*** Opening Data to examine ***
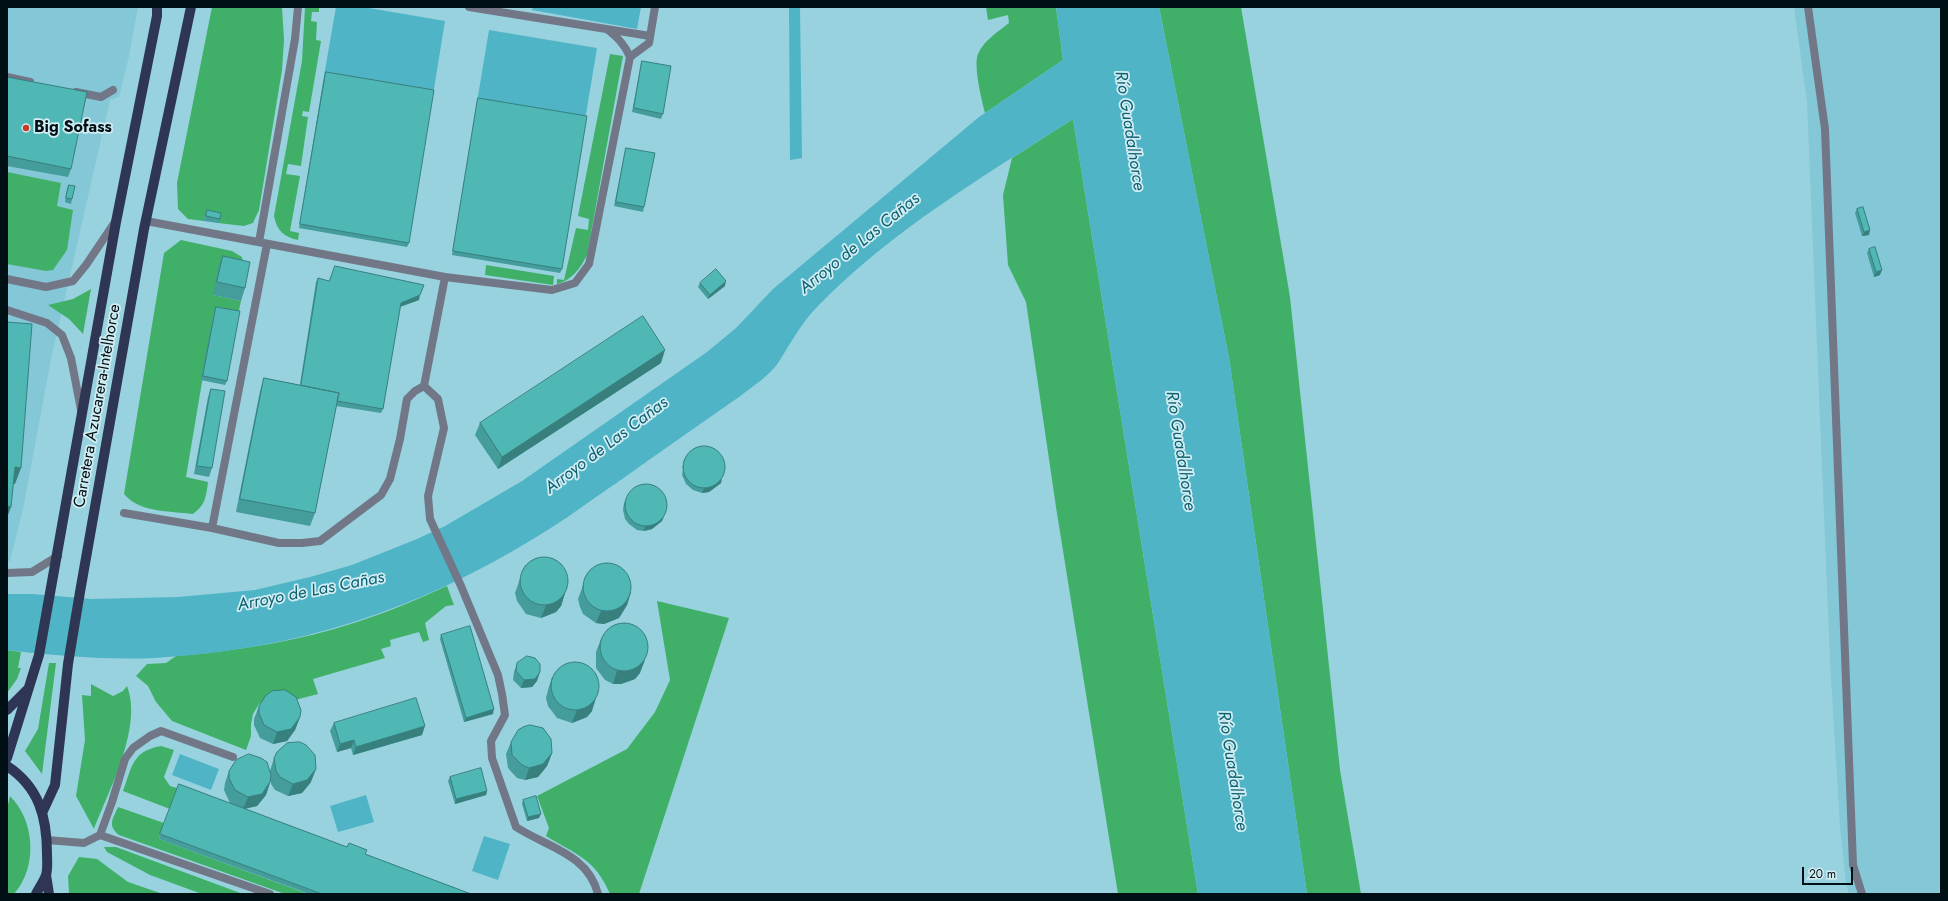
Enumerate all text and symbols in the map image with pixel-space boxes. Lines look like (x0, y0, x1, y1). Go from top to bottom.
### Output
water label: Río Guadalhorce (1109, 70, 1149, 192)
place label: Big Sofass (34, 118, 112, 138)
marker: Big Sofass (21, 123, 31, 133)
water label: Arroyo de Las Cañas (796, 189, 924, 299)
street label: Carretera Azucarera-Intelhorce (71, 303, 125, 509)
water label: Río Guadalhorce (1160, 390, 1200, 512)
water label: Arroyo de Las Cañas (541, 393, 673, 499)
water label: Arroyo de Las Cañas (236, 568, 386, 616)
water label: Río Guadalhorce (1212, 710, 1252, 832)
scale bar (1804, 859, 1855, 885)
text: 20 m (1809, 865, 1836, 883)

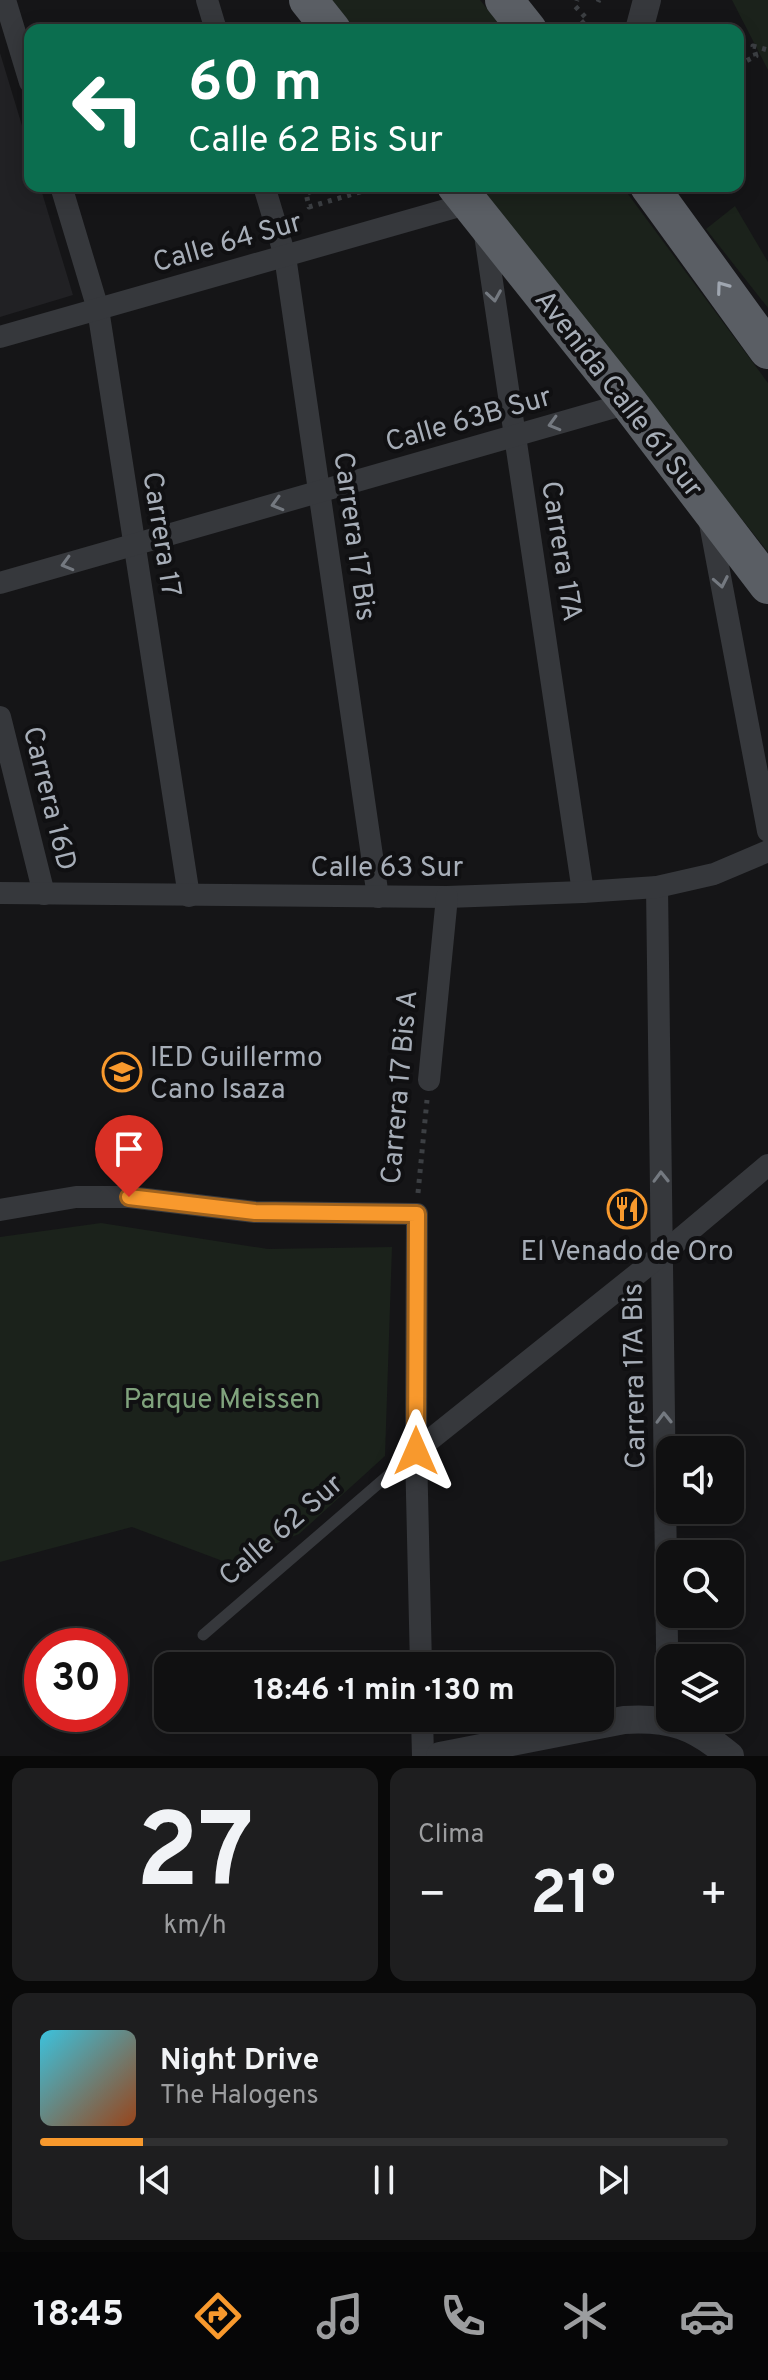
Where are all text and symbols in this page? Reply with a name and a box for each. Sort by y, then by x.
text: 60 m [188,50,322,120]
icon: left [56,56,160,160]
text: Calle 62 Bis Sur [188,119,443,165]
street label: Calle 64 Sur [149,205,307,282]
one-way arrow [717,281,732,296]
street label: Avenida Calle 61 Sur [525,284,710,506]
one-way arrow [485,289,502,303]
street label: Calle 63B Sur [382,380,556,462]
one-way arrow [547,415,561,432]
street label: Carrera 17 Bis [323,450,383,623]
street label: Carrera 17 [132,469,188,600]
street label: Carrera 17A [531,479,589,624]
one-way arrow [270,494,284,511]
one-way arrow [61,555,75,571]
one-way arrow [712,575,729,588]
street label: Carrera 16D [13,723,83,875]
street label: Calle 63 Sur [311,851,464,887]
street label: Carrera 17 Bis A [375,989,427,1186]
place label: IED Guillermo Cano Isaza [150,1041,323,1109]
school or university icon: IED Guillermo Cano Isaza [101,1051,143,1093]
pin [95,1115,163,1197]
icon: arrive [107,1127,151,1171]
one-way arrow [652,1170,669,1183]
restaurant icon: El Venado de Oro [606,1188,648,1230]
place label: El Venado de Oro [520,1235,734,1271]
street label: Carrera 17A Bis [616,1283,656,1469]
park label: Parque Meissen [123,1383,321,1419]
position arrow [374,1409,458,1493]
one-way arrow [655,1411,672,1424]
map controls [656,1436,744,1732]
button: sound [656,1436,744,1524]
street label: Calle 62 Sur [212,1467,352,1595]
button: search [656,1540,744,1628]
speed limit sign: 30 [24,1628,128,1732]
button: layers [656,1644,744,1732]
text: 18:46 · 1 min · 130 m [254,1673,514,1710]
text: 27 [136,1792,254,1924]
text: Clima [418,1819,484,1852]
text: 21° [530,1859,616,1935]
text: − [418,1869,446,1925]
text: + [700,1869,728,1925]
text: km/h [163,1910,227,1943]
text: Night Drive [160,2043,319,2080]
text: The Halogens [160,2080,319,2113]
icon: previous [133,2158,177,2202]
icon: pause [362,2158,406,2202]
icon: next [591,2158,635,2202]
icon: directions [190,2288,246,2344]
icon: music [312,2288,368,2344]
icon: phone [435,2288,491,2344]
icon: climate [557,2288,613,2344]
icon: car [679,2288,735,2344]
text: 18:45 [33,2293,124,2339]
*** Closing Data to examine ***
» **Exercise description**
Reproduce the entries above exactly, without images.

» **Answer section**
Enumerate all text and symbols in the map image with pixel-space boxes. Lines look like (x0, y0, x1, y1). Go from top to bottom.
### Output
water label: Río Guadalhorce (1109, 70, 1149, 192)
place label: Big Sofass (34, 118, 112, 138)
marker: Big Sofass (21, 123, 31, 133)
water label: Arroyo de Las Cañas (796, 189, 924, 299)
street label: Carretera Azucarera-Intelhorce (71, 303, 125, 509)
water label: Río Guadalhorce (1160, 390, 1200, 512)
water label: Arroyo de Las Cañas (541, 393, 673, 499)
water label: Arroyo de Las Cañas (236, 568, 386, 616)
water label: Río Guadalhorce (1212, 710, 1252, 832)
scale bar (1804, 859, 1855, 885)
text: 20 m (1809, 865, 1836, 883)

Where are all text and symbols in this page? Reply with a name and a box for each. Sort by y, then by x.
text: 60 m [188,50,322,120]
icon: left [56,56,160,160]
text: Calle 62 Bis Sur [188,119,443,165]
street label: Calle 64 Sur [149,205,307,282]
one-way arrow [717,281,732,296]
street label: Avenida Calle 61 Sur [525,284,710,506]
one-way arrow [485,289,502,303]
street label: Calle 63B Sur [382,380,556,462]
one-way arrow [547,415,561,432]
street label: Carrera 17 Bis [323,450,383,623]
street label: Carrera 17 [132,469,188,600]
street label: Carrera 17A [531,479,589,624]
one-way arrow [270,494,284,511]
one-way arrow [61,555,75,571]
one-way arrow [712,575,729,588]
street label: Carrera 16D [13,723,83,875]
street label: Calle 63 Sur [311,851,464,887]
street label: Carrera 17 Bis A [375,989,427,1186]
place label: IED Guillermo Cano Isaza [150,1041,323,1109]
school or university icon: IED Guillermo Cano Isaza [101,1051,143,1093]
pin [95,1115,163,1197]
icon: arrive [107,1127,151,1171]
one-way arrow [652,1170,669,1183]
restaurant icon: El Venado de Oro [606,1188,648,1230]
place label: El Venado de Oro [520,1235,734,1271]
street label: Carrera 17A Bis [616,1283,656,1469]
park label: Parque Meissen [123,1383,321,1419]
position arrow [374,1409,458,1493]
one-way arrow [655,1411,672,1424]
map controls [656,1436,744,1732]
button: sound [656,1436,744,1524]
street label: Calle 62 Sur [212,1467,352,1595]
button: search [656,1540,744,1628]
speed limit sign: 30 [24,1628,128,1732]
button: layers [656,1644,744,1732]
text: 18:46 · 1 min · 130 m [254,1673,514,1710]
text: 27 [136,1792,254,1924]
text: Clima [418,1819,484,1852]
text: 21° [530,1859,616,1935]
text: − [418,1869,446,1925]
text: + [700,1869,728,1925]
text: km/h [163,1910,227,1943]
text: Night Drive [160,2043,319,2080]
text: The Halogens [160,2080,319,2113]
icon: previous [133,2158,177,2202]
icon: pause [362,2158,406,2202]
icon: next [591,2158,635,2202]
icon: directions [190,2288,246,2344]
icon: music [312,2288,368,2344]
icon: phone [435,2288,491,2344]
icon: climate [557,2288,613,2344]
icon: car [679,2288,735,2344]
text: 18:45 [33,2293,124,2339]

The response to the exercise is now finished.